# ACTION ITEM:
Exactly and without additions, transcribe the line that contains "<h2>4 min<small>Walk · 250 m</small></h2>" and every line after it in the data.

# DATA SHOWN:
□ □ □

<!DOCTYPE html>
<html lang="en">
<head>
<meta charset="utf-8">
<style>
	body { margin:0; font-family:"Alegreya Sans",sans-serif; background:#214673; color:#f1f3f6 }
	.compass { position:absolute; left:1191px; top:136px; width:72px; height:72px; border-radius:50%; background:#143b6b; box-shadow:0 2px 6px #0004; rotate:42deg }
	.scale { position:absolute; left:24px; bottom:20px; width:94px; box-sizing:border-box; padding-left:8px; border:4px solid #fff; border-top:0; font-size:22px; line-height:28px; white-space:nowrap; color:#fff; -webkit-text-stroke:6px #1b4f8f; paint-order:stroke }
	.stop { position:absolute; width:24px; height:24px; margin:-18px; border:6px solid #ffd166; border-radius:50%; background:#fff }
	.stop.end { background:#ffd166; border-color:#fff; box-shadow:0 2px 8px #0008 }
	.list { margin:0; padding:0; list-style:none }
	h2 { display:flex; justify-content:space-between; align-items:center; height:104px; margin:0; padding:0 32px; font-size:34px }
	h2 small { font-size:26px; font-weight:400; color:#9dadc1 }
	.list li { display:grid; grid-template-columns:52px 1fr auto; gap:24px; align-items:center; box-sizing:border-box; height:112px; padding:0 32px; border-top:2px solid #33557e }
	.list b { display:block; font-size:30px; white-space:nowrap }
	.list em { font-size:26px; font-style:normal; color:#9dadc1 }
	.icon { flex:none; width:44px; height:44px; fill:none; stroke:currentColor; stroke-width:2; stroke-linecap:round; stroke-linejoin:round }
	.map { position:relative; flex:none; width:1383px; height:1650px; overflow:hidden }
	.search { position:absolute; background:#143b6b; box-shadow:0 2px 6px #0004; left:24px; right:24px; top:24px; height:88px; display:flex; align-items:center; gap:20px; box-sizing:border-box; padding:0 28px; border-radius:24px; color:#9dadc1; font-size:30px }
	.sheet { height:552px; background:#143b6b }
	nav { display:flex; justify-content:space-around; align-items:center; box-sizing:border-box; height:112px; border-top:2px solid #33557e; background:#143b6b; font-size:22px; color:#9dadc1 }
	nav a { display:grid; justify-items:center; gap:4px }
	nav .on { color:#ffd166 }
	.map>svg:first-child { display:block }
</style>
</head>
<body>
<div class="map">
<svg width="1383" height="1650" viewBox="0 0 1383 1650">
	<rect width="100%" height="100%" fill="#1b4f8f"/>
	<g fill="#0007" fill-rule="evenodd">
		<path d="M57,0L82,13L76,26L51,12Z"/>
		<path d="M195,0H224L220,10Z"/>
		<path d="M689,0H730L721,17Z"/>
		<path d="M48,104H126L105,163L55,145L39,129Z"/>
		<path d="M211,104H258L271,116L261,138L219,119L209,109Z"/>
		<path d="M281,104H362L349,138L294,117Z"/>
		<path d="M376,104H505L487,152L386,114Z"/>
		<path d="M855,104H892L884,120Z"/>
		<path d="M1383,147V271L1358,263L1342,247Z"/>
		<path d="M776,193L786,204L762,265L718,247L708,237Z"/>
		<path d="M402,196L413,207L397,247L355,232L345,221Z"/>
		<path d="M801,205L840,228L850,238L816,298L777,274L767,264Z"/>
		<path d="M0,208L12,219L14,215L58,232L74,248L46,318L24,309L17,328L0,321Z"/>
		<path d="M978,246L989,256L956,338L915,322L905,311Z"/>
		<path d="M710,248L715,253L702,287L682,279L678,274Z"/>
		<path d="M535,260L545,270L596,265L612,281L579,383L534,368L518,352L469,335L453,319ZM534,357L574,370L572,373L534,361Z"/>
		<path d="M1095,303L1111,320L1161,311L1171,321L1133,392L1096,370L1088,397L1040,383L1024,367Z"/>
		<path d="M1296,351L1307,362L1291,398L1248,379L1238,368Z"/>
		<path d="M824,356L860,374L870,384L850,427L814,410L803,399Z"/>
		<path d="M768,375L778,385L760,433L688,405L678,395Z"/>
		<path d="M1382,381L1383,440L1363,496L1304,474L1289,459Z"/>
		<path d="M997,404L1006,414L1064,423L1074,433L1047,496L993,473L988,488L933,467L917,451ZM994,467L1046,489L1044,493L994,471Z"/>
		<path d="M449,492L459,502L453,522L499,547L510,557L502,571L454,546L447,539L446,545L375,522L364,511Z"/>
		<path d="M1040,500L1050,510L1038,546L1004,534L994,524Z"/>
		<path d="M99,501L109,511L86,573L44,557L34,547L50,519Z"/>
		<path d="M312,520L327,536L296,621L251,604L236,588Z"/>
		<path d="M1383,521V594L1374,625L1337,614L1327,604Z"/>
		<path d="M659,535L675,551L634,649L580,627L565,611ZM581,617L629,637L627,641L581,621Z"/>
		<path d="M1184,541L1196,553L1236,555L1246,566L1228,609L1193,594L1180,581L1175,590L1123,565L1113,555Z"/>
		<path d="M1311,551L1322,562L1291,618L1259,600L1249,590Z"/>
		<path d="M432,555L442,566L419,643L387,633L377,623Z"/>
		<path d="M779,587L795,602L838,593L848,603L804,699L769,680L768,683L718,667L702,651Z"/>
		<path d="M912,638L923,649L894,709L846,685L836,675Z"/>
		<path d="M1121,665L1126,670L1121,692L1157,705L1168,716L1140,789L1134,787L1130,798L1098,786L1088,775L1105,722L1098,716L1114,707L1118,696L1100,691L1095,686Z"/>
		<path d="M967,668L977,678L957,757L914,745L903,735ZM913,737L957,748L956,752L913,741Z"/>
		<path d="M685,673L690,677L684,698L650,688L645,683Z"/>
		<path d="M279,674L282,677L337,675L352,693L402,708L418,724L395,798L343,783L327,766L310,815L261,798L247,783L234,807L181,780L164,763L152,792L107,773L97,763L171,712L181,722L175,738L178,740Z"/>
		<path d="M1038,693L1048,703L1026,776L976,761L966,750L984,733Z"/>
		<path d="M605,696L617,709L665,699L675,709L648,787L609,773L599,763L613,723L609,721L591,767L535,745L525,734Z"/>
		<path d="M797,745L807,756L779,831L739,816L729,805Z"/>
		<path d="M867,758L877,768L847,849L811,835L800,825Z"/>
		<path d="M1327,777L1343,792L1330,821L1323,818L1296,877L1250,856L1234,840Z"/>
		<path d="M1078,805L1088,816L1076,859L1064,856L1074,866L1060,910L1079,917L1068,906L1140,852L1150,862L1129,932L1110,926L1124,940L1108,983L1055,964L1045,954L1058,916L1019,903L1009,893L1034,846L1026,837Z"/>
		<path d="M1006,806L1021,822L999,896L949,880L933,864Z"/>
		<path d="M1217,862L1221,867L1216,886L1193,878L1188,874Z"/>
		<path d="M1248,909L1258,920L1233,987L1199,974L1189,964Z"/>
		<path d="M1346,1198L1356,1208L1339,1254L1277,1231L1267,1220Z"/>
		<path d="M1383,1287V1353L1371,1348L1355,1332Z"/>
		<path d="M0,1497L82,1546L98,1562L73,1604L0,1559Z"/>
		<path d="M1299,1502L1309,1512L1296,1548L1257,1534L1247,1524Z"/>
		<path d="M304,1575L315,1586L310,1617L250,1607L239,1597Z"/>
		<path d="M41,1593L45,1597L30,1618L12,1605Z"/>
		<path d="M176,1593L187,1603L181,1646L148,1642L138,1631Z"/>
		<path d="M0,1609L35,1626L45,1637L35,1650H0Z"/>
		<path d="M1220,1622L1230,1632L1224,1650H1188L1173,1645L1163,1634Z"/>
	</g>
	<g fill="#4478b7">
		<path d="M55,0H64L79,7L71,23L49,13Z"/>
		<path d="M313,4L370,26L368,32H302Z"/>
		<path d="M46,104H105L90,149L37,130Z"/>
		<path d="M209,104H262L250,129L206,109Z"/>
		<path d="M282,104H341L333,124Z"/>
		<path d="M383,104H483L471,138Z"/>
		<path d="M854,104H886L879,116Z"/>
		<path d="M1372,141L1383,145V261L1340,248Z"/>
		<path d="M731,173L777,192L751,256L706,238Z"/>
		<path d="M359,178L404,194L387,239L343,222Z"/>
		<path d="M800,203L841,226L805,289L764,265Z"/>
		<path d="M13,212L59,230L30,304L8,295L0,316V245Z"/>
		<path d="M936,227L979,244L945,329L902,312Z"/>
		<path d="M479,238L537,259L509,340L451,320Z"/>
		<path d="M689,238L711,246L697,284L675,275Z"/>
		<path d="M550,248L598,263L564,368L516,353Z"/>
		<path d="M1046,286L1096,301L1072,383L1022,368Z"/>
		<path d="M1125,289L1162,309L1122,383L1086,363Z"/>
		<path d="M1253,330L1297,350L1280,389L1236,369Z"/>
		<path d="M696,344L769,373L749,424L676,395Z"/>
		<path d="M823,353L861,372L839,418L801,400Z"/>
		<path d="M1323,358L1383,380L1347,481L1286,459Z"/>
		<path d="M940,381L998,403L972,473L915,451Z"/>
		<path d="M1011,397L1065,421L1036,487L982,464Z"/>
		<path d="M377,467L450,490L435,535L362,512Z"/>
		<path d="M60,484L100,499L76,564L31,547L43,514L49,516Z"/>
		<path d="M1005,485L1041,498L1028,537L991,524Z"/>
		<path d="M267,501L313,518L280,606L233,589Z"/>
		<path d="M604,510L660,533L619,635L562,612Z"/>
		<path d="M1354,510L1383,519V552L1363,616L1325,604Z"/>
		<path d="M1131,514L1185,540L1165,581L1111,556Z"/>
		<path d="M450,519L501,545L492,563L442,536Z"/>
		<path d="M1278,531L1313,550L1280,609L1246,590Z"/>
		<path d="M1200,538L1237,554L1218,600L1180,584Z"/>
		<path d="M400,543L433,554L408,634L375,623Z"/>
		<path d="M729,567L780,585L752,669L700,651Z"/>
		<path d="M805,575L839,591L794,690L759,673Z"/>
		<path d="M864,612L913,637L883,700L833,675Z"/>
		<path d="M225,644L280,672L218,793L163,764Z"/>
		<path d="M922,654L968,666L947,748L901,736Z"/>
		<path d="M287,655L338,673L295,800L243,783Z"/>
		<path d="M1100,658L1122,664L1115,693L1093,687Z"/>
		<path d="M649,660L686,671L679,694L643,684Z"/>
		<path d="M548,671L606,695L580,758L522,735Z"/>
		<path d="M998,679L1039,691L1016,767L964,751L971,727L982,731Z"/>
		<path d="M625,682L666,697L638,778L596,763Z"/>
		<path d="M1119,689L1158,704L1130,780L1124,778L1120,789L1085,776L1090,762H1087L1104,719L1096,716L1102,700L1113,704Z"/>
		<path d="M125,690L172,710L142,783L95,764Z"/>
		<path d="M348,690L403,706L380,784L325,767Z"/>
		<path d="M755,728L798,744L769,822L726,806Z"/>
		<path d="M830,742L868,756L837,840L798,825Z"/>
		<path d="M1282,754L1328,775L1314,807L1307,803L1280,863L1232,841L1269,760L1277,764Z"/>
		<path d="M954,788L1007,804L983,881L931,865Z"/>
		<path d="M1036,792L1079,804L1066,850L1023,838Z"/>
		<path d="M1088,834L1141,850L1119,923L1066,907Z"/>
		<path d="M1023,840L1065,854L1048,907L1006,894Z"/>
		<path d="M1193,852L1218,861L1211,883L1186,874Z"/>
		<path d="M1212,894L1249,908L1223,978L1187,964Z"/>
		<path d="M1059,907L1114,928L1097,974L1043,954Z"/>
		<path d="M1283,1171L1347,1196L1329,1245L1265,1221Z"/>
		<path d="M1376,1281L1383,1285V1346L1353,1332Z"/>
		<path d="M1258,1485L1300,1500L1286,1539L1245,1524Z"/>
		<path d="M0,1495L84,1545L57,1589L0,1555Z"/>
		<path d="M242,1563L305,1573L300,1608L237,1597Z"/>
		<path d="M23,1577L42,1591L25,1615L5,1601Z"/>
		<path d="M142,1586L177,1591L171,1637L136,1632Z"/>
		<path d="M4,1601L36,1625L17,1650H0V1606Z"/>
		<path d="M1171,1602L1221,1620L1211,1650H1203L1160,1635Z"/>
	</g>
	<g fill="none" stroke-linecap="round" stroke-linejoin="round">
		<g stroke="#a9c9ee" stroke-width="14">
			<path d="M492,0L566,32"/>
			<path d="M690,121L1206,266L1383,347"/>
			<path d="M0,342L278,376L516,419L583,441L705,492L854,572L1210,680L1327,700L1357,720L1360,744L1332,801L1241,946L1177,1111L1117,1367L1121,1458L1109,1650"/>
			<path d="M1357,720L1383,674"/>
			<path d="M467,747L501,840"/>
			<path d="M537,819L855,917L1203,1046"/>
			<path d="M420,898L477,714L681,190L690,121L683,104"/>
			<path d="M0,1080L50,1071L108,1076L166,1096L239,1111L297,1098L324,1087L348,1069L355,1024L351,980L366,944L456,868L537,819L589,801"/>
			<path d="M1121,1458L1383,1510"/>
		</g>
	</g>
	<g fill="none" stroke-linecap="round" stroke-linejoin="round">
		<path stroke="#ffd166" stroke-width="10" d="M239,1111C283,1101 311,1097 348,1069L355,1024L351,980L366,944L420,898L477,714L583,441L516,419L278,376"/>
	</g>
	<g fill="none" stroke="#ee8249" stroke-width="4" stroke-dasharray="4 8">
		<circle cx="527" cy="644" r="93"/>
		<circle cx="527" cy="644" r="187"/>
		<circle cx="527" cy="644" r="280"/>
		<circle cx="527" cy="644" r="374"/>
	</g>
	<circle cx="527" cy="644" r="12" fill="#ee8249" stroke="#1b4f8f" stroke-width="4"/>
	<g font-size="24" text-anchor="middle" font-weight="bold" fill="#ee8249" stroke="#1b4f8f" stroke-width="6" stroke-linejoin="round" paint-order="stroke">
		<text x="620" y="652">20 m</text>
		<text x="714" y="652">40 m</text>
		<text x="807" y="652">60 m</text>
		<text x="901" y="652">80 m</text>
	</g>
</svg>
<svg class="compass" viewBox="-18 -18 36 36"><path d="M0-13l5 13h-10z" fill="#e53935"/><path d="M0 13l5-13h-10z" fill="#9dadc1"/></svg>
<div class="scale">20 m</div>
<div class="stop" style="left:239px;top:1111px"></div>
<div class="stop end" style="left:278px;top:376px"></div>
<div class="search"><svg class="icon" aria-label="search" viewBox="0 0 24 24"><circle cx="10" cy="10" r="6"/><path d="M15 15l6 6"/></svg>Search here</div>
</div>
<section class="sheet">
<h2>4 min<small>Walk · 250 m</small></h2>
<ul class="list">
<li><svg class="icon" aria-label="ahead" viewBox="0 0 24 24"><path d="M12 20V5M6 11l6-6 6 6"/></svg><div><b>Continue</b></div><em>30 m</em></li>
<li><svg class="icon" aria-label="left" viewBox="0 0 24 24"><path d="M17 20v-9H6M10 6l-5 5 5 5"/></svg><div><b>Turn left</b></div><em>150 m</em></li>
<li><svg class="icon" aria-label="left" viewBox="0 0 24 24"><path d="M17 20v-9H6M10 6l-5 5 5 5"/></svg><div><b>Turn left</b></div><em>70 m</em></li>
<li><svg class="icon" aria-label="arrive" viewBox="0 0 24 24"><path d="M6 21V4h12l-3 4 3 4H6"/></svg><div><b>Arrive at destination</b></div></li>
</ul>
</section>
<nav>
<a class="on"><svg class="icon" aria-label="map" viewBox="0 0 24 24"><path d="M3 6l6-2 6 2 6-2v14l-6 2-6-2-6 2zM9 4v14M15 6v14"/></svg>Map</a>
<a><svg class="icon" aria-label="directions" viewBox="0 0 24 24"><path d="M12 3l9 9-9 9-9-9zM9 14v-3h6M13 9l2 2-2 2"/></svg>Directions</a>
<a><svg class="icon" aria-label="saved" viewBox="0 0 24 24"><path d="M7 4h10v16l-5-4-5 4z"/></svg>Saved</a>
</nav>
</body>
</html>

□ □ □

# RESULT OF THE TASK:
<h2>4 min<small>Walk · 250 m</small></h2>
<ul class="list">
<li><svg class="icon" aria-label="ahead" viewBox="0 0 24 24"><path d="M12 20V5M6 11l6-6 6 6"/></svg><div><b>Continue</b></div><em>30 m</em></li>
<li><svg class="icon" aria-label="left" viewBox="0 0 24 24"><path d="M17 20v-9H6M10 6l-5 5 5 5"/></svg><div><b>Turn left</b></div><em>150 m</em></li>
<li><svg class="icon" aria-label="left" viewBox="0 0 24 24"><path d="M17 20v-9H6M10 6l-5 5 5 5"/></svg><div><b>Turn left</b></div><em>70 m</em></li>
<li><svg class="icon" aria-label="arrive" viewBox="0 0 24 24"><path d="M6 21V4h12l-3 4 3 4H6"/></svg><div><b>Arrive at destination</b></div></li>
</ul>
</section>
<nav>
<a class="on"><svg class="icon" aria-label="map" viewBox="0 0 24 24"><path d="M3 6l6-2 6 2 6-2v14l-6 2-6-2-6 2zM9 4v14M15 6v14"/></svg>Map</a>
<a><svg class="icon" aria-label="directions" viewBox="0 0 24 24"><path d="M12 3l9 9-9 9-9-9zM9 14v-3h6M13 9l2 2-2 2"/></svg>Directions</a>
<a><svg class="icon" aria-label="saved" viewBox="0 0 24 24"><path d="M7 4h10v16l-5-4-5 4z"/></svg>Saved</a>
</nav>
</body>
</html>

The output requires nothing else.